Containers: Deep dive part 2

In the last blog post, we explored what containers are and how they are created in the Linux kernel. If you haven’t read it yet, I encourage you to start there first.

https://medium.com/@abdellahtdj/containers-deep-dive-part-1-dd5a56743a65

Requirement

In this series of articles, you’ll need 2 Linux VMs with a distribution of your choice. I’ll be using a Ubuntu 22.04 distribution.

Lets goooo !

What is chroot?

Chroot (short for change root) is a system call that changes the apparent root directory (/) for a running process and its children. This means the process will be restricted to a specified directory subtree and will not be able to access files outside of it

Think of chroot like putting a process in a playpen and saying:

“Hey little process, from now on, this directory is your whole world. You see nothing beyond it. Have fun!”

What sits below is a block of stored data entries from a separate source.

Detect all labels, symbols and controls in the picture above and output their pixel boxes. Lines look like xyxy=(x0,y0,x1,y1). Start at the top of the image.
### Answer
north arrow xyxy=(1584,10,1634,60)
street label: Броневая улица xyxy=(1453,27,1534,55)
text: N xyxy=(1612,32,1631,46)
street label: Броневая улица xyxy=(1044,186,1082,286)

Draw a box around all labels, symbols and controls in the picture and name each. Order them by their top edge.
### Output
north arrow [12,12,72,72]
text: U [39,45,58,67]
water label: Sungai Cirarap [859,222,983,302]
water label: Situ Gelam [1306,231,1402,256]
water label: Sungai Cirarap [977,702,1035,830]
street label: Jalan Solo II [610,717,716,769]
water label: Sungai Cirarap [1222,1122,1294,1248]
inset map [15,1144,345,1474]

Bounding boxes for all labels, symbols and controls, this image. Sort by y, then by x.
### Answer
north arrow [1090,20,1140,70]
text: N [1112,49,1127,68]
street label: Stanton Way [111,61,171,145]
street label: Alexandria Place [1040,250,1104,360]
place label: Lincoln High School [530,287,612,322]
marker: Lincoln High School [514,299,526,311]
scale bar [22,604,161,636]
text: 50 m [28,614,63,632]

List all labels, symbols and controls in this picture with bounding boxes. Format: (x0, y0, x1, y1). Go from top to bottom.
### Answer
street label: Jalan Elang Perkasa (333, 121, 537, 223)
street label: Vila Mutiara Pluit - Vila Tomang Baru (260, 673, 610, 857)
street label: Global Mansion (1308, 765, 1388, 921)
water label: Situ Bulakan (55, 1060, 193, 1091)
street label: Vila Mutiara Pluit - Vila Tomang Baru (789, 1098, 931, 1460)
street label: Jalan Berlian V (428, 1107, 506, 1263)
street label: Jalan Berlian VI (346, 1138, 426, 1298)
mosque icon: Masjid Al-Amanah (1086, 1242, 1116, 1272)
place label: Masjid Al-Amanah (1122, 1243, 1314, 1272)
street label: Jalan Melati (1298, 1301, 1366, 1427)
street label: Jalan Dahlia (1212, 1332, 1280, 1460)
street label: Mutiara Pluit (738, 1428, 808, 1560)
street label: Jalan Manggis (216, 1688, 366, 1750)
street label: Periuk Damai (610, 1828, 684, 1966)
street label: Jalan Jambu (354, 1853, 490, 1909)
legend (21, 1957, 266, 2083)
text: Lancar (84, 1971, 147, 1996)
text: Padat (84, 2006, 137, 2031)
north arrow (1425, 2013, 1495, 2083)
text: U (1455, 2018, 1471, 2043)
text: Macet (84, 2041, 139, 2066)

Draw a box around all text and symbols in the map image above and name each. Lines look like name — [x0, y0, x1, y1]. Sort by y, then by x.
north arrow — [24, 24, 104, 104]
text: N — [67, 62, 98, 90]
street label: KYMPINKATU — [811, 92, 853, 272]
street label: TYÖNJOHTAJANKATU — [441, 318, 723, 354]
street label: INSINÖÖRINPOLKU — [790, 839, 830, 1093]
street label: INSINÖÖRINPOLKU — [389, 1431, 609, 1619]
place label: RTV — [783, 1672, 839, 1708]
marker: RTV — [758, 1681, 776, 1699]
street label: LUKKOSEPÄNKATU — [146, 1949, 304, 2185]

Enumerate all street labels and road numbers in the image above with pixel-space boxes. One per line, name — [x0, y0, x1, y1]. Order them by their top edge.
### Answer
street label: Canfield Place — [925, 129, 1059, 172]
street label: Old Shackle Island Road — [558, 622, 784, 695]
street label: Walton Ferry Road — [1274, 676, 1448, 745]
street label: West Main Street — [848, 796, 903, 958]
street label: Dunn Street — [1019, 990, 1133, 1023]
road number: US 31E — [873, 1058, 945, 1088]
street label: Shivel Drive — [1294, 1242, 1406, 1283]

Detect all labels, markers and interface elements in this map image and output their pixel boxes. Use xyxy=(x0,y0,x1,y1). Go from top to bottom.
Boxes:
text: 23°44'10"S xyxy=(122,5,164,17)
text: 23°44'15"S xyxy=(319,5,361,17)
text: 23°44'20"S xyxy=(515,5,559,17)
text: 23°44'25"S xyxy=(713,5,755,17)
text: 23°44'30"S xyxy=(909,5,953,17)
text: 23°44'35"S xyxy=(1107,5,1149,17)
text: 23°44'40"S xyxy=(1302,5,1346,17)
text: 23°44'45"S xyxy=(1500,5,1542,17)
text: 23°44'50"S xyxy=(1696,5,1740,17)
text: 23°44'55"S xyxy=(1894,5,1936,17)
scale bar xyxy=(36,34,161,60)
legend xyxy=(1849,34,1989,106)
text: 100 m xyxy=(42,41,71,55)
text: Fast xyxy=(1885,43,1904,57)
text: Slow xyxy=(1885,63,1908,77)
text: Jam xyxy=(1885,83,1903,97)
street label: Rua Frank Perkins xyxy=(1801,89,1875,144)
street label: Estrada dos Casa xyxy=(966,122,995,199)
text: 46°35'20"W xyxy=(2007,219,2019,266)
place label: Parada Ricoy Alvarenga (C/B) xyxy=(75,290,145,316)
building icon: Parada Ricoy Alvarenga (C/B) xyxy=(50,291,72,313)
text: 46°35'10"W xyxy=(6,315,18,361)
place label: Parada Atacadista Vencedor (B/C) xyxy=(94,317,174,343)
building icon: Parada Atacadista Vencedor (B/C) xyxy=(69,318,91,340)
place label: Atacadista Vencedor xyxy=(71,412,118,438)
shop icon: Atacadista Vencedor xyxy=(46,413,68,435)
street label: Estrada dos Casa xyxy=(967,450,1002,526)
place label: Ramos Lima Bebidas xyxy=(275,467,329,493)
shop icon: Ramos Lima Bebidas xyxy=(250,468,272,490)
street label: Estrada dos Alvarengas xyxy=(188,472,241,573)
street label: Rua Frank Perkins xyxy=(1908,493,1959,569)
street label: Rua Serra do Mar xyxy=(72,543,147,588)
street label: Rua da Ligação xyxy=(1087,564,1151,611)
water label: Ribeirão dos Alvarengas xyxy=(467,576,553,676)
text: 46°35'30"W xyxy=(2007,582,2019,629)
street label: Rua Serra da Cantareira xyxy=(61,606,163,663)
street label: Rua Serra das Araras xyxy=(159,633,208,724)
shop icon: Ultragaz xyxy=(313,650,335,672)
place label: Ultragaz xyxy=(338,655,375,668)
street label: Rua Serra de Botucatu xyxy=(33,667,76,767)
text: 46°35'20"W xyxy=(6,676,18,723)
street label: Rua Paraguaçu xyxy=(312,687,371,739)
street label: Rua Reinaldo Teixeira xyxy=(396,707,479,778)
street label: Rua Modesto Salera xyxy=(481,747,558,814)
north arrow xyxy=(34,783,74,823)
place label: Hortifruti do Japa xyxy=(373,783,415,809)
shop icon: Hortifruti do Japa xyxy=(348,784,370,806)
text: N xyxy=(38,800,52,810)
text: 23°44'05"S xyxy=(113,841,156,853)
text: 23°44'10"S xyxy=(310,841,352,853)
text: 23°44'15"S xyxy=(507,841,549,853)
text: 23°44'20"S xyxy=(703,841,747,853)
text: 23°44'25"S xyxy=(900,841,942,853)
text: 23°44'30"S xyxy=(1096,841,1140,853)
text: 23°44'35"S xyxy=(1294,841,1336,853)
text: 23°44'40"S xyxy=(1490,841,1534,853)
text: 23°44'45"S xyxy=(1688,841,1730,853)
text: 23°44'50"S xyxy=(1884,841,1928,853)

Having a separate filesystem is the first step to creating your own environment. When using tools like Docker or Podman, we typically pull images first, which include the application and its libraries installed within their own filesystem. This avoids the need to install or download these components directly on the host’s root filesystem.

The first we need to download a root filesystem; for simplicity, we can go with Alpine minirootfs

root@testing:~/blog/containers# wget http://dl-cdn.alpinelinux.org/alpine/v3.22/releases/x86_64/alpine-minirootfs-3.22.0-x86_64.tar.gz
root@testing:~/blog/containers# mkdir alpine-container
root@testing:~/blog/containers# tar xfz alpine-minirootfs-3.22.0-x86_64.tar.gz -C alpine-container/

Once the extraction finishes, we should have a minimal root filesystem that we can use to launch applications within it using chroot. In the example below, we’re running the sh command from the Alpine container, not the one on the host system. The -l option is used to instruct sh to behave as a login shell—this means it reads login-related startup files (such as /etc/profile), and sets up environment variables like PATH, USER, and others.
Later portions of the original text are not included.